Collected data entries
>>>
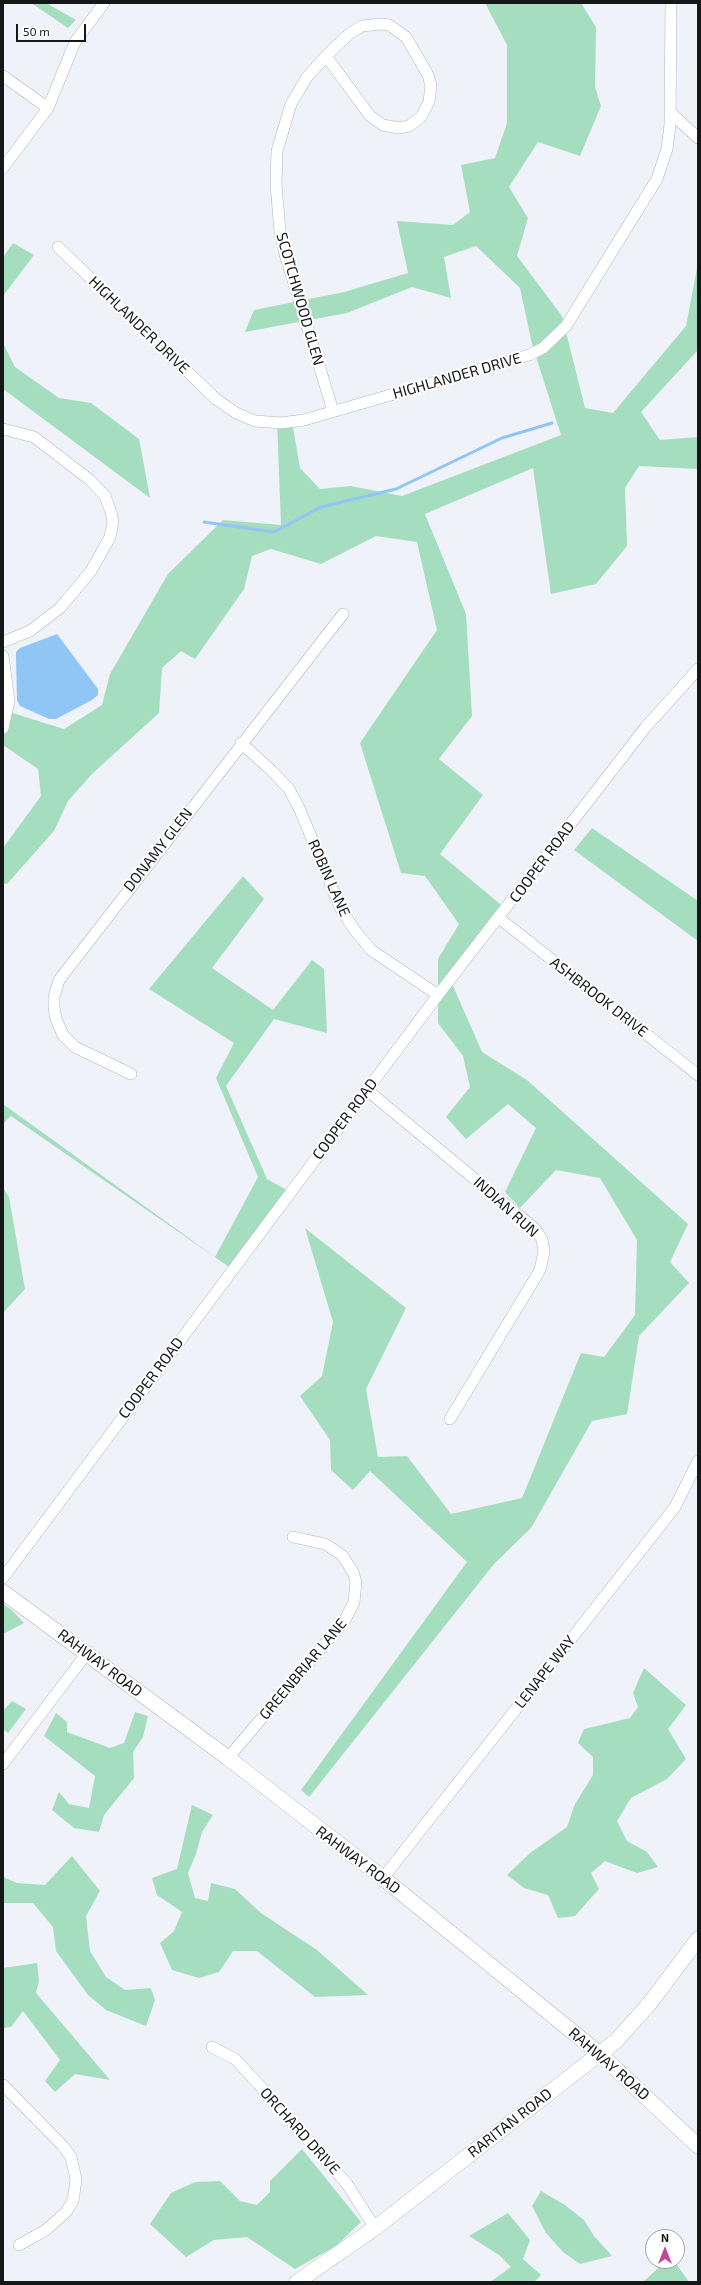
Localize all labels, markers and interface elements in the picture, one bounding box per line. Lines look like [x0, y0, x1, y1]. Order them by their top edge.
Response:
scale bar [18, 16, 88, 42]
text: 50 m [23, 24, 50, 38]
street label: SCOTCHWOOD GLEN [272, 231, 328, 367]
street label: HIGHLANDER DRIVE [85, 272, 193, 378]
street label: HIGHLANDER DRIVE [391, 349, 523, 403]
street label: DONAMY GLEN [120, 805, 196, 895]
street label: COOPER ROAD [506, 818, 578, 906]
street label: ROBIN LANE [304, 837, 354, 919]
street label: ASHBROOK DRIVE [546, 953, 652, 1041]
street label: COOPER ROAD [309, 1075, 381, 1163]
street label: INDIAN RUN [470, 1173, 542, 1241]
street label: COOPER ROAD [115, 1334, 187, 1422]
street label: GREENBRIAR LANE [255, 1615, 351, 1723]
street label: RAHWAY ROAD [54, 1625, 146, 1701]
street label: LENAPE WAY [511, 1632, 579, 1712]
street label: RAHWAY ROAD [312, 1822, 404, 1898]
street label: RAHWAY ROAD [565, 2024, 653, 2104]
street label: ORCHARD DRIVE [256, 2084, 344, 2178]
street label: RARITAN ROAD [465, 2085, 555, 2161]
north arrow [645, 2229, 685, 2269]
text: N [661, 2231, 669, 2244]

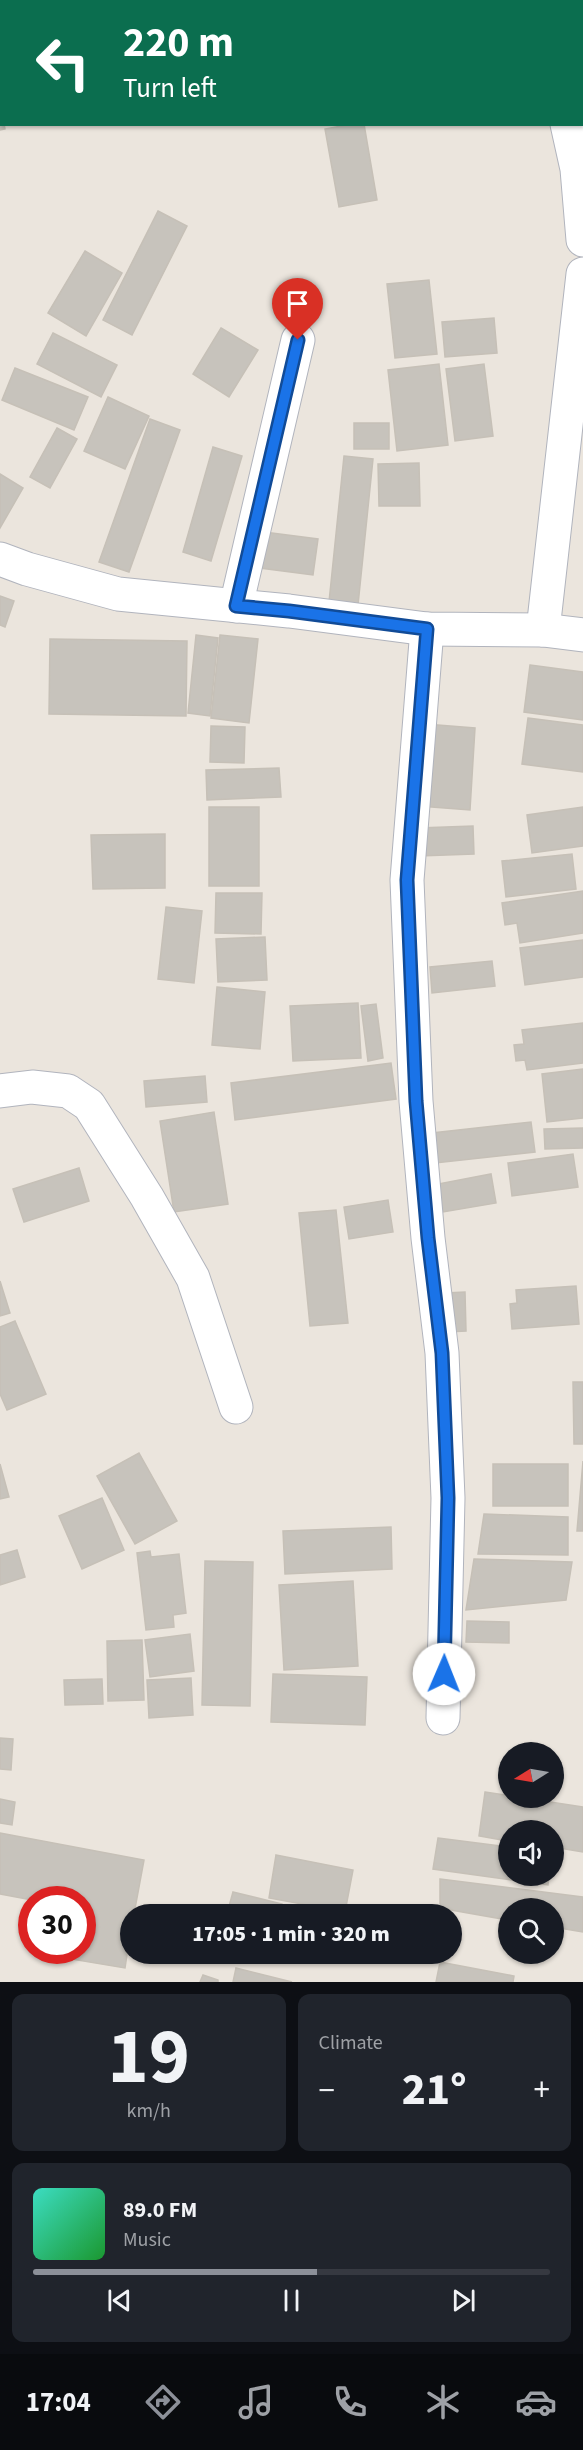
<<<
- WHAT THE TASK ASKS:
Copy the data character for character, but drop all pictures from the copy.

- TASK RESPONSE:
Localize all labels, markers and interface elements in the picture, one bounding box per line. Lines look like [x0, y0, x1, y1]. Order them by their top edge.
Response:
scale bar [18, 16, 88, 42]
text: 50 m [23, 24, 50, 38]
street label: SCOTCHWOOD GLEN [272, 231, 328, 367]
street label: HIGHLANDER DRIVE [85, 272, 193, 378]
street label: HIGHLANDER DRIVE [391, 349, 523, 403]
street label: DONAMY GLEN [120, 805, 196, 895]
street label: COOPER ROAD [506, 818, 578, 906]
street label: ROBIN LANE [304, 837, 354, 919]
street label: ASHBROOK DRIVE [546, 953, 652, 1041]
street label: COOPER ROAD [309, 1075, 381, 1163]
street label: INDIAN RUN [470, 1173, 542, 1241]
street label: COOPER ROAD [115, 1334, 187, 1422]
street label: GREENBRIAR LANE [255, 1615, 351, 1723]
street label: RAHWAY ROAD [54, 1625, 146, 1701]
street label: LENAPE WAY [511, 1632, 579, 1712]
street label: RAHWAY ROAD [312, 1822, 404, 1898]
street label: RAHWAY ROAD [565, 2024, 653, 2104]
street label: ORCHARD DRIVE [256, 2084, 344, 2178]
street label: RARITAN ROAD [465, 2085, 555, 2161]
north arrow [645, 2229, 685, 2269]
text: N [661, 2231, 669, 2244]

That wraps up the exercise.